• **Your instructions**
Go through the lines below and copy any that hold the string "turn".

• **Supplied material**
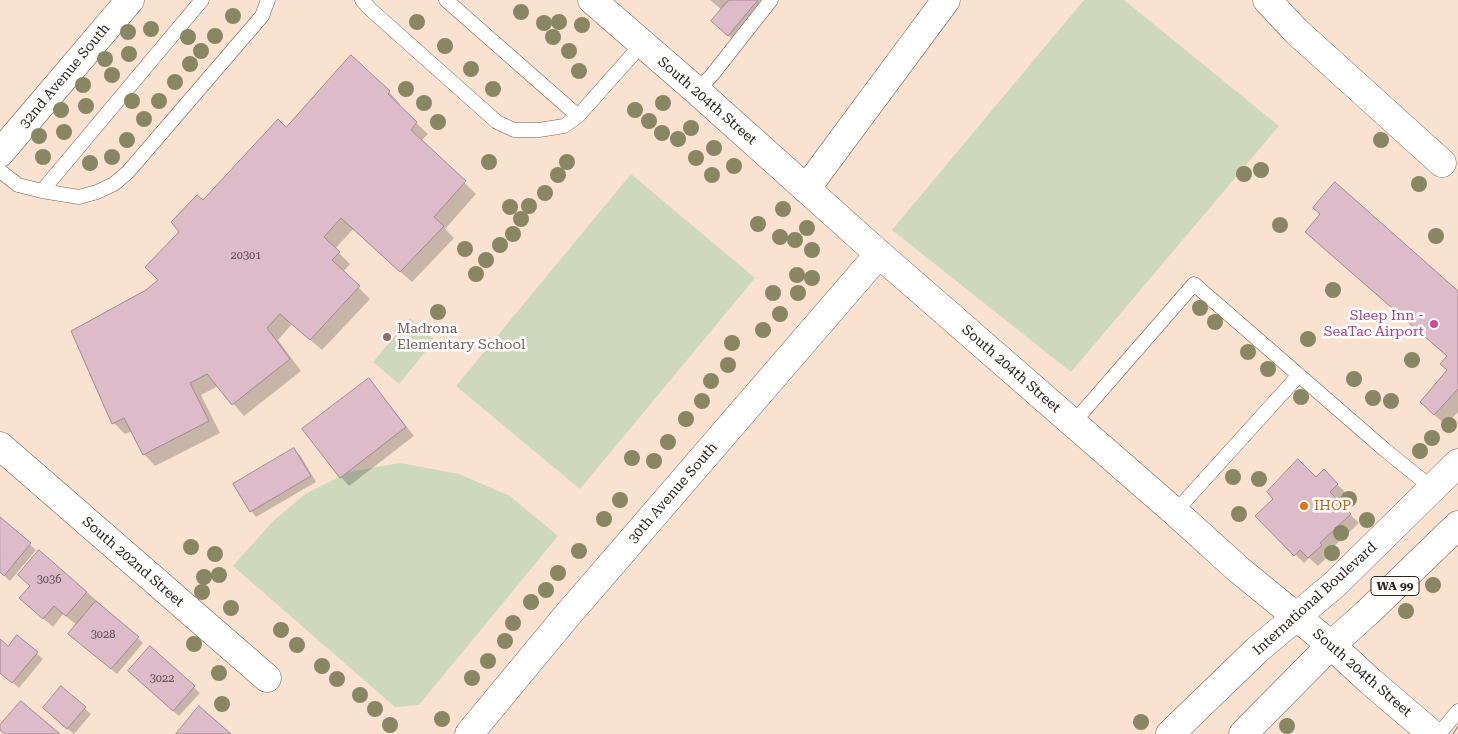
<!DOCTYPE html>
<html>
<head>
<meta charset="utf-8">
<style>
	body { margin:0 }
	canvas { display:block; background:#fae2d1 }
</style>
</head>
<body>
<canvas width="1458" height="734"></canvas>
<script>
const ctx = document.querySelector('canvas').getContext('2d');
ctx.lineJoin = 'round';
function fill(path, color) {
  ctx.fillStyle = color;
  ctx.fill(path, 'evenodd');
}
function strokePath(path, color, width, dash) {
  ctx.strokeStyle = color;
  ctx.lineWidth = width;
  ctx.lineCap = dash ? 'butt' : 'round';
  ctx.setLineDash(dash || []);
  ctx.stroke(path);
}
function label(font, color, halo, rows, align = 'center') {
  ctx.font = font + ' "Roboto Serif",serif';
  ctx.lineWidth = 5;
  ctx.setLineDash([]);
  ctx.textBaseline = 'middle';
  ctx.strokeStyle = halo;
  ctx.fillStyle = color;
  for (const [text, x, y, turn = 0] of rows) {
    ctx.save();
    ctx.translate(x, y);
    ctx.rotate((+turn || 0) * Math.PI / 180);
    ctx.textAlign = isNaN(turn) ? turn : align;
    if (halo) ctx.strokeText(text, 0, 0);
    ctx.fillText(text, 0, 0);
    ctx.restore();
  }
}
fill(new Path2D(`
	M 1084,0 L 1124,0 L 1279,126 L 1071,372 L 892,230 Z
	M 631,174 L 755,278 L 580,489 L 456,386 Z
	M 410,318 L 435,340 L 399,384 L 373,362 Z
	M 400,463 L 459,474 L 510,496 L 558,536 L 419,705 L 395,707 L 233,566 L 272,522 L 305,494 L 349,472 Z`), '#cdd8bd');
fill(new Path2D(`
	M 710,0 L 769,0 L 735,41 L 718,27 L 722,10 Z
	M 389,92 L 400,104 L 398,106 L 428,134 L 421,141 L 476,194 L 445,229 L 454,238 L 412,282 L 353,229 L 335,249 L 350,264 L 343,272 L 370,299 L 322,350 L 292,324 L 278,340 L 301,371 L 244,416 L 218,386 L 201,395 L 220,433 L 155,466 L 144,454 L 132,431 L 125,434 L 114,423 L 146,291 L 160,280 L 180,232 L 203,202 L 286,129 Z
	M 1318,243 L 1458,292 L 1458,412 L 1446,425 L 1432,413 L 1449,371 L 1448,357 Z
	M 368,380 L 377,389 L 414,436 L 349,486 L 341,477 Z
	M 294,450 L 300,455 L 316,482 L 256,517 L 251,511 Z
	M 1324,471 L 1346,493 L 1337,502 L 1359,523 L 1328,552 L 1330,554 L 1318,566 L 1309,558 L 1304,563 L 1257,516 L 1316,479 Z
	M 0,519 L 36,550 L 10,581 L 0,572 Z
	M 87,592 L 143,643 L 117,674 L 76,639 L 77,625 L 63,614 L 53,627 L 30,607 Z
	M 17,637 L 43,659 L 19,688 L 0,672 L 0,641 L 8,648 Z
	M 150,648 L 200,693 L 179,716 L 135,677 Z
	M 62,688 L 91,714 L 74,734 L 50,714 Z`), '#0003');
const building = new Path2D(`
	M 729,0 L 758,0 L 728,36 L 711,21 Z
	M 351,55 L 390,91 L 388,94 L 417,122 L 411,130 L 466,181 L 434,217 L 444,226 L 400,272 L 341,218 L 324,237 L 340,252 L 332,260 L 360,286 L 310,340 L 280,314 L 267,328 L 290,359 L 232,405 L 207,374 L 190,383 L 209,421 L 143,455 L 124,418 L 112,424 L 71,331 L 146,290 L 158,280 L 145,267 L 179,232 L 171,222 L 197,195 L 203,200 L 278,119 L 286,127 Z
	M 1335,182 L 1458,291 L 1458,389 L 1434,415 L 1420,402 L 1447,370 L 1440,364 L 1447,356 L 1305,232 L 1320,214 L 1313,208 Z
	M 369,378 L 406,427 L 340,478 L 302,429 Z
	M 294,448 L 311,476 L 250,512 L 233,484 Z
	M 1298,459 L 1316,477 L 1324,469 L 1338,484 L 1330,492 L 1351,514 L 1320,543 L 1322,545 L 1308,558 L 1300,550 L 1294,556 L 1255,516 L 1273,499 L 1267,492 Z
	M 0,517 L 31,543 L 4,576 L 0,572 Z
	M 39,550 L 87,592 L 66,616 L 54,606 L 43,619 L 19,598 L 30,586 L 18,575 Z
	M 96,601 L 139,637 L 111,669 L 68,634 Z
	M 17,635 L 38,652 L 12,683 L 0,673 L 0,639 L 8,646 Z
	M 150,646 L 195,686 L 173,711 L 128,671 Z
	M 61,686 L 86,707 L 67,729 L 43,708 Z
	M 21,701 L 60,734 L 5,734 L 0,730 L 0,725 Z
	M 199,706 L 231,734 L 176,734 Z`);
fill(building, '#debbc9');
strokePath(building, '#a28892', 1);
const lane = new Path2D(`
	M 362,0 L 370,9 L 497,122 L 514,130 L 539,130 L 564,126 L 578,116 L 642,44
	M 446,0 L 578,116
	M 697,91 L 712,75 L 771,0
	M 0,171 L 18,185 L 42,191 L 79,197 L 97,192 L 114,184 L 128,172 L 262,16 L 268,0
	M 42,191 L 202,0
	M 1073,423 L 1194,284 L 1385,450 L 1432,488
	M 1175,512 L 1299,375
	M 1439,734 L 1458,711`);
const street = new Path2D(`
	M 1267,0 L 1296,31 L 1442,163
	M 806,189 L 946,0
	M 0,446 L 267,678
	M 1331,645 L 1370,681 L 1432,734
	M 469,734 L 565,618 L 879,254`);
const secondary = new Path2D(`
	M 592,0 L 697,91 L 879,254 L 1175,512 L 1238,569 L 1331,645
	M 0,153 L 130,0`);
const primary = new Path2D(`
	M 1170,734 L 1257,650 L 1335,584 L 1458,463
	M 1243,734 L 1331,645 L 1367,613 L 1458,525`);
strokePath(lane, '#745f51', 15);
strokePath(street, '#745f51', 29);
strokePath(secondary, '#745f51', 29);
strokePath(primary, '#745f51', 29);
strokePath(lane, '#fff', 14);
strokePath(street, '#fff', 28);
strokePath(secondary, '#fff', 28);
strokePath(primary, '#fff', 28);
strokePath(new Path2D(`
	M 1453,734 L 1458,726`), '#74655c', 1);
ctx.fillStyle = '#888663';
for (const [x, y] of [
	[521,12],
	[233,16],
	[417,22],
	[559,22],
	[544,23],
	[582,25],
	[151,29],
	[128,32],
	[215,36],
	[188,37],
	[553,37],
	[445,46],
	[201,51],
	[569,51],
	[129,54],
	[105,59],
	[190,64],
	[471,69],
	[579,71],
	[112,75],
	[175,82],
	[83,85],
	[406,89],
	[493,89],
	[132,101],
	[159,101],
	[424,103],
	[663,103],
	[86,106],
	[61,110],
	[635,110],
	[144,119],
	[649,121],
	[438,122],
	[691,128],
	[64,132],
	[662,133],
	[39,136],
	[678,139],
	[127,140],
	[1381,140],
	[714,148],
	[43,157],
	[112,157],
	[696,158],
	[489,162],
	[567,162],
	[90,163],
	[734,166],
	[1261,170],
	[1244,174],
	[558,175],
	[712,175],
	[1419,184],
	[545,193],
	[529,206],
	[510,207],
	[783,209],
	[521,219],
	[758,224],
	[1280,225],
	[807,228],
	[513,234],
	[1436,236],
	[780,237],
	[795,240],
	[500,245],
	[465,249],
	[812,250],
	[486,260],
	[476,274],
	[797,275],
	[812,278],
	[1333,290],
	[773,293],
	[798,293],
	[1200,308],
	[438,312],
	[780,314],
	[1215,322],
	[763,330],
	[1308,339],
	[732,343],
	[1248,352],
	[1412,360],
	[728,365],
	[1268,369],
	[1354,379],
	[711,381],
	[1301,397],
	[1373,398],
	[702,401],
	[1391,401],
	[686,419],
	[1449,425],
	[1432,438],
	[668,442],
	[1420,451],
	[632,458],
	[654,461],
	[1233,477],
	[1259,479],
	[1349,499],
	[620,500],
	[1239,514],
	[604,519],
	[1367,520],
	[1341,533],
	[191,547],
	[579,551],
	[1332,553],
	[215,554],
	[558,573],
	[219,575],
	[204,577],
	[1433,585],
	[546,590],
	[202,592],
	[531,602],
	[231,608],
	[1406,611],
	[513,623],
	[281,630],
	[505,641],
	[194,644],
	[297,645],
	[488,661],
	[322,666],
	[219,673],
	[472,678],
	[337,679],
	[360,695],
	[222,704],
	[375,709],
	[442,719],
	[1141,722],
	[390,725],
	[1287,726]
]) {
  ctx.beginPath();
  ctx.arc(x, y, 8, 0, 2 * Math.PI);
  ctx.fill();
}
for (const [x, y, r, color] of [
	[1434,324,5,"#d1479c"],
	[387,337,5,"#8d6e63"],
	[1304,506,5,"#e8710a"]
]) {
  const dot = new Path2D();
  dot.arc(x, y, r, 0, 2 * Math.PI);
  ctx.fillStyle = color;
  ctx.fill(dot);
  strokePath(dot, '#fff', 2);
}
label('11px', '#584948', null, [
	["20301",246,256],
	["3036",49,580],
	["3028",103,635],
	["3022",162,679]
]);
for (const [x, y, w] of [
	[1395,586,48]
]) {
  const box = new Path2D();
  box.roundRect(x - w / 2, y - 9.5, w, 19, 4);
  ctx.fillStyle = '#fff';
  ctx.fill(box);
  strokePath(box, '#2c231d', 1);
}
label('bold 12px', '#2c231d', null, [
	["WA 99",1395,586]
]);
label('14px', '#2c231d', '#fff', [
	["32nd Avenue South",65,76,-50],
	["South 204th Street",707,101,41],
	["South 204th Street",1011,369,41],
	["30th Avenue South",673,493,-49],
	["South 202nd Street",133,562,41],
	["International Boulevard",1315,599,-42],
	["South 204th Street",1362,673,41]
]);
label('14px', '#b23c85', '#fff', [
	["Sleep Inn -",1424,316],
	["SeaTac Airport",1424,332]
], 'right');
label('14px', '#785e54', '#fff', [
	["Madrona",397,329],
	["Elementary School",397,345]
], 'left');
label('14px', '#c56008', '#fff', [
	["IHOP",1314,506]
], 'left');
</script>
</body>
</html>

• **Your response**
  for (const [text, x, y, turn = 0] of rows) {
    ctx.rotate((+turn || 0) * Math.PI / 180);
    ctx.textAlign = isNaN(turn) ? turn : align;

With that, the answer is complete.